Samsung UK advises, “If you have a Galaxy Note7 device, until a replacement device is provided Samsung asks that you power down your device and return it to its place of purchase at your earliest opportunity. Please use your previous device until a new Galaxy Note7 can be provided. If you do not have your previous device please contact the provider or operator you purchased the device from to organise a loan device until it is possible to exchange your Galaxy Note7.”
In South Korea, customers were offered a temporary phone until the 18th September while they waited for Samsung to replace their faulty phone with the safer Galaxy Note7 with a new battery. The safer product replacement has been available from the 19th September and affected consumers can arrange their exchange in store. If returning the phone for a refund is difficult customers can return the product to another location, listed on Samsung Korea’s website, for which they will receive cash on delivery.
What about consumers in countries where it hasn’t been released or where incidents haven’t been reported?
Across Latin America, Africa and Asia Pacific, Samsung are inconsistent in warning consumers.
In Latin America where the product has yet to be launched, some countries have been warned about the faulty phones, like Mexico, but other countries, such as Paraguay, weren’t.
In African markets they only chosen to warn consumers in Egypt and Libya that there has been a product recall and that they might be affected.
In Asia Pacific they have warned customers to differing degrees in Australia, New Zealand, China, Hong Kong, Korea and Macau, but haven’t warned customers in Japan or Thailand and many other countries in the region.
Samsung could argue the reason they have not informed some consumer audiences is because they have yet to launch products in these places, but as they indicate in their own communications to Egyptian, Libyan and Australian audiences, they are a global company offering a product that can be bought and consumed anywhere in the world.

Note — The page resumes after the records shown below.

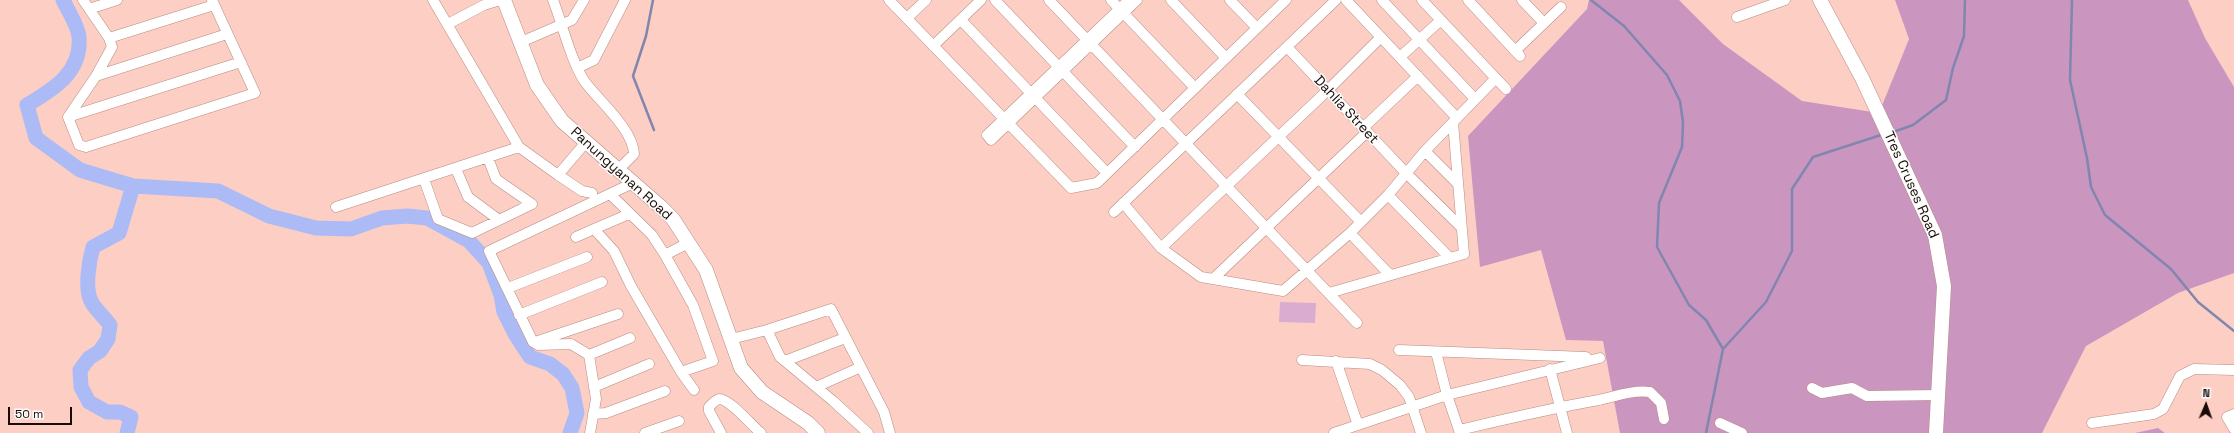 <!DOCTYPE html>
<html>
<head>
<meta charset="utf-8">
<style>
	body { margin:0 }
	#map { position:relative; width:2234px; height:433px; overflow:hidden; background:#fdcfc4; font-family:"Space Grotesk",sans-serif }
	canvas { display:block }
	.north { position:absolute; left:2186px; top:385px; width:40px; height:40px; -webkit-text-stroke:3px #fcfcfc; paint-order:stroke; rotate:2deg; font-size:11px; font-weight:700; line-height:16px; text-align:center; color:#190b07 }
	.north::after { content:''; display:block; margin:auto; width:14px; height:18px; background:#190b07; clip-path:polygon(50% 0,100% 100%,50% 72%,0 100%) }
	.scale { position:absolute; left:8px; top:407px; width:64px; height:18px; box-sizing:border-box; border:2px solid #190b07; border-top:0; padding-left:5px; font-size:12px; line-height:14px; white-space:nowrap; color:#190b07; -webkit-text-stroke:3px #fcfcfc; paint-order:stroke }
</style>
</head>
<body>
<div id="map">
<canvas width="2234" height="433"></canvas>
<div class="north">N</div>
<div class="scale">50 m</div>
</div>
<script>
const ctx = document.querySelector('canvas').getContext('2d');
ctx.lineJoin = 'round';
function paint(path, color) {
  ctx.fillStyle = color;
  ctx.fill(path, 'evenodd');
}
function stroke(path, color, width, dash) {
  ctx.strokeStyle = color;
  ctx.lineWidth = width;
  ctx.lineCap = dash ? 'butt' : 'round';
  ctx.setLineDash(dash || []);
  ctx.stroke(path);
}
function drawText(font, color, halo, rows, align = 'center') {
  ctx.font = font + ' "Space Grotesk",sans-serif';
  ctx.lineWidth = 3;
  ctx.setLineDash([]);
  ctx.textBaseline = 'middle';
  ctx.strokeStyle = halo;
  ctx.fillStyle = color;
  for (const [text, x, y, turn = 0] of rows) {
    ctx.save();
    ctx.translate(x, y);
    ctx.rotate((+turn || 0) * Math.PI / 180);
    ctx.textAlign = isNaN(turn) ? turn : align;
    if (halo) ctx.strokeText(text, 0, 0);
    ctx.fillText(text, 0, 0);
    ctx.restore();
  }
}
paint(new Path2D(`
	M1280,302L1316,303L1315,323L1279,322Z`), '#daadd0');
paint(new Path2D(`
	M1589,0H1679L1723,44L1802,101L1879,113L1909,39L1895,0H2188L2205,38L2234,87V273L2178,293L2086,346L2042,433H1620L1603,341L1566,340L1541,250L1480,267L1468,136L1587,9Z
	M2158,428L2165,433H2135Z`), '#ca96c0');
stroke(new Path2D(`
	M653,0L646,36L633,76L654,130
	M1591,0L1624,26L1667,75L1680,101L1683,122L1682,147L1659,203L1657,247L1689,305L1706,320L1723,349L1706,433
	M2072,0L2070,80L2087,158L2091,187L2105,215L2171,269L2198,302L2234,331
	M1896,131L1913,125L1946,100L1953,68L1964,36L1965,0
	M1723,349L1766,302L1792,251V189L1813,157L1881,135`), '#8086ae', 2.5);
stroke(new Path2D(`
	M63,0C68,11 78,25 79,37C82,72 54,89 27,105L36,138L80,170L133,186L218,191L269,216L316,228L351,229L382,218L407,216L427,218L469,241L489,263L501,295L504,312L515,334L530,357L550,364L563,374L572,388L577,413L570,433
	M127,433L131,417L120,412H107L89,402L81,387L80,370L89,358L100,351L108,339L110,325C105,318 97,311 92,303C84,290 89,261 93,247L119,233L133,186`), '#acbbf5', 15);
const street = new Path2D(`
	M83,0L109,38L112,47L96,76L68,117L79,145L86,147L255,93L212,0
	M433,0L519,147L558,175L587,141
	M553,0C562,23 572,64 585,82C599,101 633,129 634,154L618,170
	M889,0L1071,188L1097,183L1286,0
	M995,0L1135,147
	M1049,0L1357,323
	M1111,0L1195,88
	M1129,0L987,135L991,140L1137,0
	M1171,0L1226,58
	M1230,0L1257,28
	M1346,0L1457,118
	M1382,0L1475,99
	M1422,0L1506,89
	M1468,0L1520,56
	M1522,0L1543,22
	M89,9L117,0
	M1737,17L1785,0
	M907,18L926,0
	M961,20L1107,173
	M448,24L484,5L500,0
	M109,38L214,5
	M521,42L572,20L584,0
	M933,46L981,0
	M1287,47L1406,173L1462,228
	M1515,51L1561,7
	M1400,57L1441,20
	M577,68L594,60L625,0
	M96,76L227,34
	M1237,94L1361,222
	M68,117L241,62
	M1363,128L1418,76
	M1425,151L1458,184
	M456,169L468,197L499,220L532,204L496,179L488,158
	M558,175L582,191L592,193
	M424,179L438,219L472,233L499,220
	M610,194L652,235L665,255L693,305L713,361L681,372L694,390
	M1388,195L1450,258
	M1123,203L1161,248L1201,277L1283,291L1350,233L1388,195L1425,151L1496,78
	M336,207L519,147
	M1114,212L1336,0
	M629,214L594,229L614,251L631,286L681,372
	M1350,233L1390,275
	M576,237L594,229
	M1161,248L1328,90L1381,37
	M665,255L688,243
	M1213,279L1367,132
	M508,288L587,257
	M1329,293L1464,254L1453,122
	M519,315L602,282
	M731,339L767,330
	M535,342L618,314
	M1399,350L1586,357
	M1436,352L1447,395L1460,433
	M589,355L630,338
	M1302,360L1370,364L1382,370L1400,385L1409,397L1421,433
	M785,361L845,338
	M1336,361L1358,425
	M1550,369L1567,433
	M594,387L649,364
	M816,387L861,367
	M1812,388L1822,393L1852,388L1867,396L1938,395
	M593,414L606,413L665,391
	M2234,414L2227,417L2234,429
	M1720,423L1742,433
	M2092,423L2154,414L2163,409L2180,376L2194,369L2234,370
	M1459,430C1506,419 1552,408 1599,400C1617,396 1632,390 1650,392L1661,403L1664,419
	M590,433L596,399L589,355L571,344L538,345L533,342L489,251L633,183
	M645,433L679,421
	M721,433L709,411V407C712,404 715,400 719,399C730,399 752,426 761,433
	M868,433L833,401L780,357L767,330L831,309L884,412L890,433
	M1334,433L1447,395L1600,358`);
const secondary = new Path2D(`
	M504,0L537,85L562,121L661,207L673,219L706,270L741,368L762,392L808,423L818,433
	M1820,0L1862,78L1935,235L1944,286L1936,433`);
stroke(street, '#b68b81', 11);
stroke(secondary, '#b68b81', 15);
stroke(street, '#fff', 10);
stroke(secondary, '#fff', 14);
drawText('14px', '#190b07', '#fcfcfc', [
	["Dahlia Street",1346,110,47],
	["Panungyanan Road",621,174,42],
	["Tres Cruses Road",1911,185,66]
]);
</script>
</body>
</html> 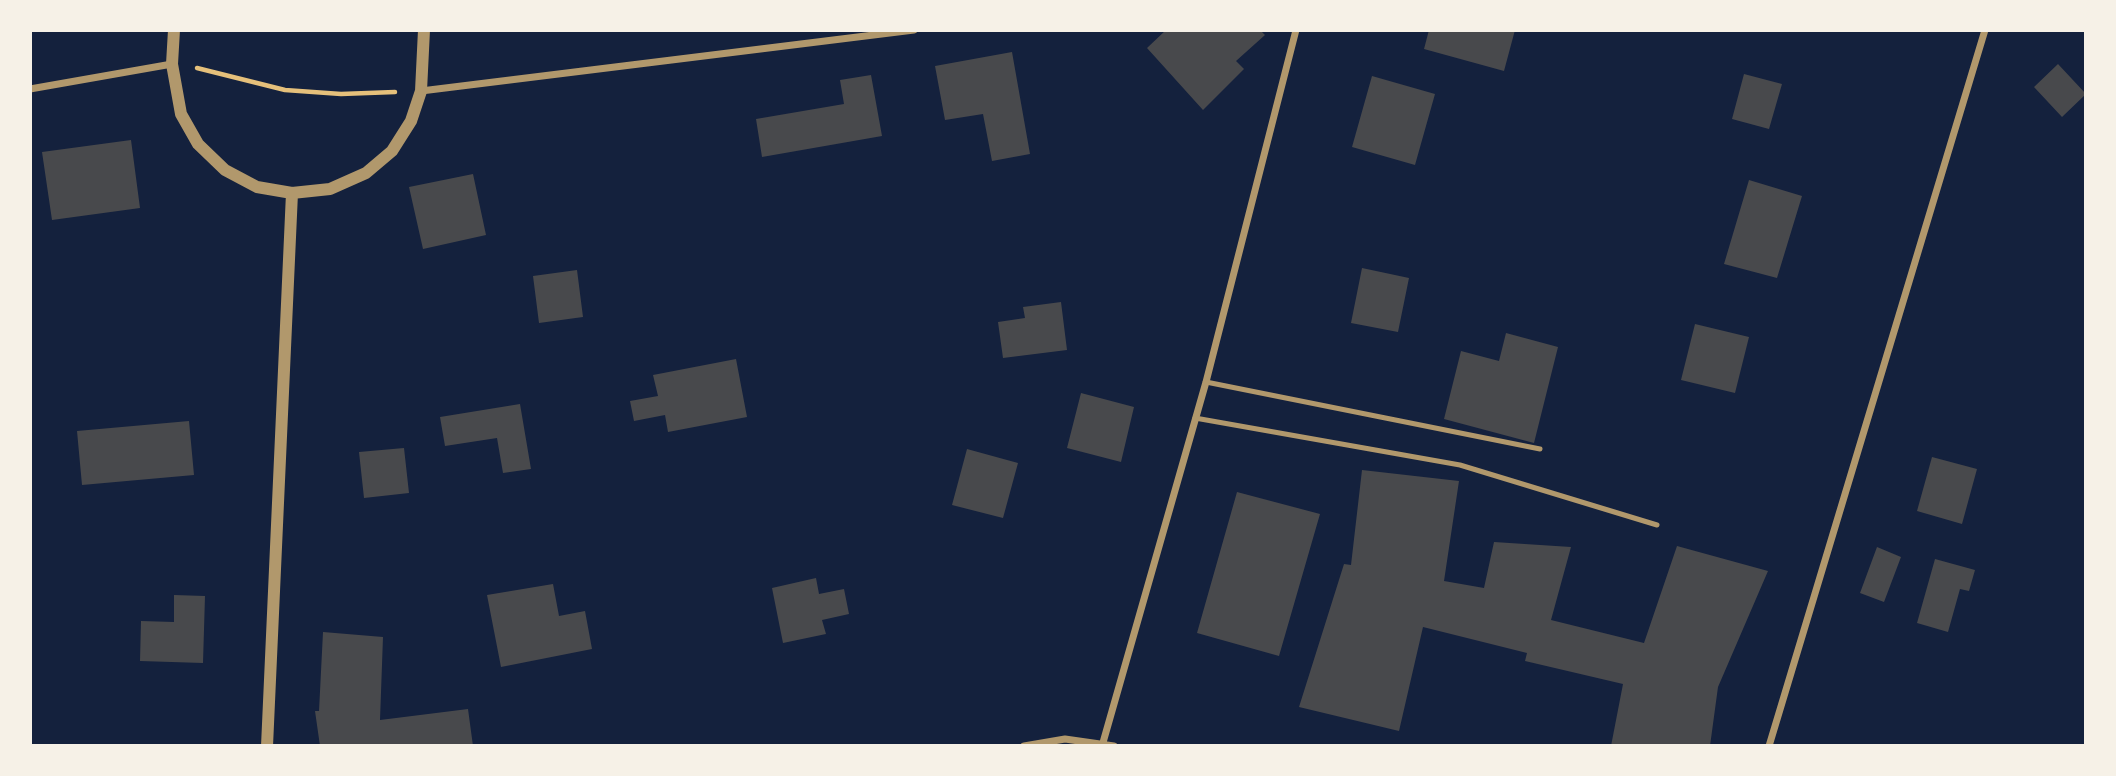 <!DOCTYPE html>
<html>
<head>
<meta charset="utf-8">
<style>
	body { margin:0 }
	#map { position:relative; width:2116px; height:776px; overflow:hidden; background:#14213d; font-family:"Work Sans",sans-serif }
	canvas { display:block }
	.frame { position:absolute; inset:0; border:32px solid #f6f1e7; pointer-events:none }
</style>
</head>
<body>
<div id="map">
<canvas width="2116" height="776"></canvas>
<div class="frame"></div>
</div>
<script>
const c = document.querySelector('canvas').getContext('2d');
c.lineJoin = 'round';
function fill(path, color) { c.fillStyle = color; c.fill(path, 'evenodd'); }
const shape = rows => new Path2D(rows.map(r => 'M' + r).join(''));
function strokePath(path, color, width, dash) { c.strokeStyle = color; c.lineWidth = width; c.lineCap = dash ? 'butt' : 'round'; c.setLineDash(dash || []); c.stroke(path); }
const building = shape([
	[1166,30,1260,30,1265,35,1236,61,1244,69,1203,110,1147,48],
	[1429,30,1515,30,1504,71,1424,49],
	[1012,52,1030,154,992,161,983,114,945,120,935,66],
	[2058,64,2086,94,2062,117,2034,87],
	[1744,74,1782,84,1769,129,1732,119],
	[871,75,882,136,762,157,756,119,844,104,840,80],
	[1372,76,1435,94,1415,165,1352,147],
	[131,140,140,208,52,220,42,152],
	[473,174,486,235,423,249,409,187],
	[1749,180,1802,196,1777,278,1724,264],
	[1362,268,1409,278,1398,332,1351,323],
	[577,270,583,317,539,323,533,276],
	[1061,302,1067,350,1003,358,998,322,1025,318,1023,307],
	[1695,324,1749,337,1735,393,1681,380],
	[1506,333,1558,347,1534,443,1444,419,1461,351,1499,361],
	[736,359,747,417,668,432,665,415,634,421,630,401,658,396,653,375],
	[1081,393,1134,407,1121,462,1067,448],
	[520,404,531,469,503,473,497,438,445,446,440,417],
	[189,421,194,475,82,485,77,431],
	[404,448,409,493,364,498,359,452],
	[967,449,1018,463,1003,518,952,505],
	[1932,457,1977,469,1962,524,1917,511],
	[1362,470,1459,481,1444,581,1484,588,1494,542,1571,547,1551,620,1644,643,1677,546,1768,571,1718,687,1710,746,1611,746,1623,684,1525,661,1527,653,1423,627,1399,731,1299,707,1344,564,1351,565],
	[1237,492,1320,514,1279,656,1197,633],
	[1877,547,1901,557,1884,602,1860,593],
	[1935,559,1975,570,1969,591,1960,589,1948,632,1917,623],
	[816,578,819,594,844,589,849,614,822,620,826,634,783,643,772,588],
	[553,584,559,616,585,611,592,649,501,667,487,595],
	[174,595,205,596,203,663,140,661,141,621,174,622],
	[323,632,383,637,380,720,468,709,473,746,320,746,315,711,319,711]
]);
const path = shape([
	[197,68,285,90,341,94,395,92]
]);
const service = shape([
	[1206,382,1540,449],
	[1195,418,1460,465,1657,525]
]);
const minor = shape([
	[30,89,172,64],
	[421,91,914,30],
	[1024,746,1065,739,1114,746],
	[1102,746,1206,382,1296,30],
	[1769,746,1985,30]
]);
const tertiary = shape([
	[174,30,172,64,181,114,198,144,225,170,257,187,292,193,330,189,366,173,392,151,411,121,421,91,424,30],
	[267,746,292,193]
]);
fill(building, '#48494c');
strokePath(path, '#e5c07b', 4.5);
strokePath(service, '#b1986c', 5);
strokePath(minor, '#b1986c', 7);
strokePath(tertiary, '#b1986c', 12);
</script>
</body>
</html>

There is an inconsistency in how they communicate what is happening with consumers not only globally, but also within regions.
Are Samsung being consistent and responsible?
It is clear from Samsung’s varied approach to the recall and exchange programme that different levels of customer service are available to different markets. The opportunity for customers to check whether their phone is affected by inputting their IMEI number into a database is a useful tool but is not available to all of Samsung’s customers, with some audiences completely unaware that there has been a fault in the initial product launch which may affect their decision to purchase the product.